> EXCERPTED RECORDS:
________________
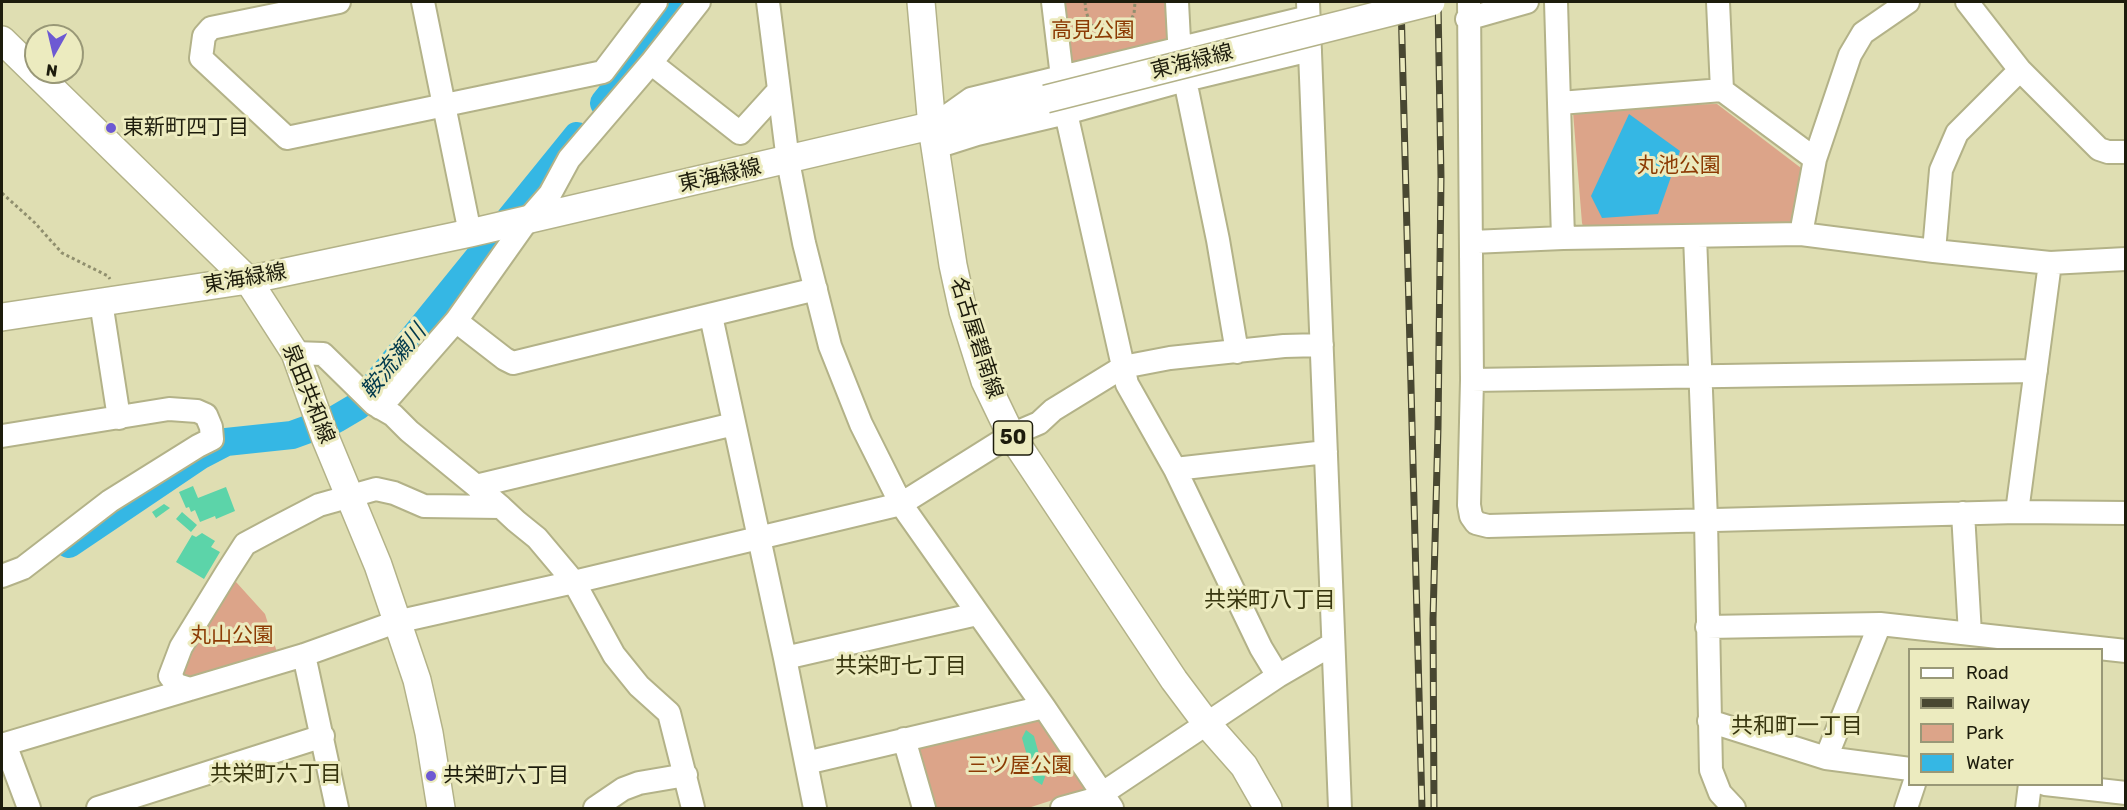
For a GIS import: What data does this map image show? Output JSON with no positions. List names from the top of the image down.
{
  "streets": {
    "main road": [
      "東海緑線",
      "名古屋碧南線",
      "泉田共和線",
      "50"
    ]
  },
  "crossings": [
    ["東海緑線", "名古屋碧南線"],
    ["東海緑線", "泉田共和線"]
  ],
  "districts": [
    "共栄町八丁目",
    "共栄町七丁目",
    "共和町一丁目",
    "共栄町六丁目"
  ],
  "water": ["鞍流瀬川"],
  "parks": [
    "高見公園",
    "丸池公園",
    "丸山公園",
    "三ツ屋公園"
  ],
  "places": ["東新町四丁目", "共栄町六丁目"],
  "legend": [
    "Road",
    "Railway",
    "Park",
    "Water"
  ],
  "north": "bottom"
}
________________
> PROMPT: Omit every picture while printing the data word for word.

> FINISHED TASK:
For a GIS import: What data does this map image show? Output JSON with no positions. List names from the top of the image down.
{
  "streets": {
    "main road": [
      "東海緑線",
      "名古屋碧南線",
      "泉田共和線",
      "50"
    ]
  },
  "crossings": [
    ["東海緑線", "名古屋碧南線"],
    ["東海緑線", "泉田共和線"]
  ],
  "districts": [
    "共栄町八丁目",
    "共栄町七丁目",
    "共和町一丁目",
    "共栄町六丁目"
  ],
  "water": ["鞍流瀬川"],
  "parks": [
    "高見公園",
    "丸池公園",
    "丸山公園",
    "三ツ屋公園"
  ],
  "places": ["東新町四丁目", "共栄町六丁目"],
  "legend": [
    "Road",
    "Railway",
    "Park",
    "Water"
  ],
  "north": "bottom"
}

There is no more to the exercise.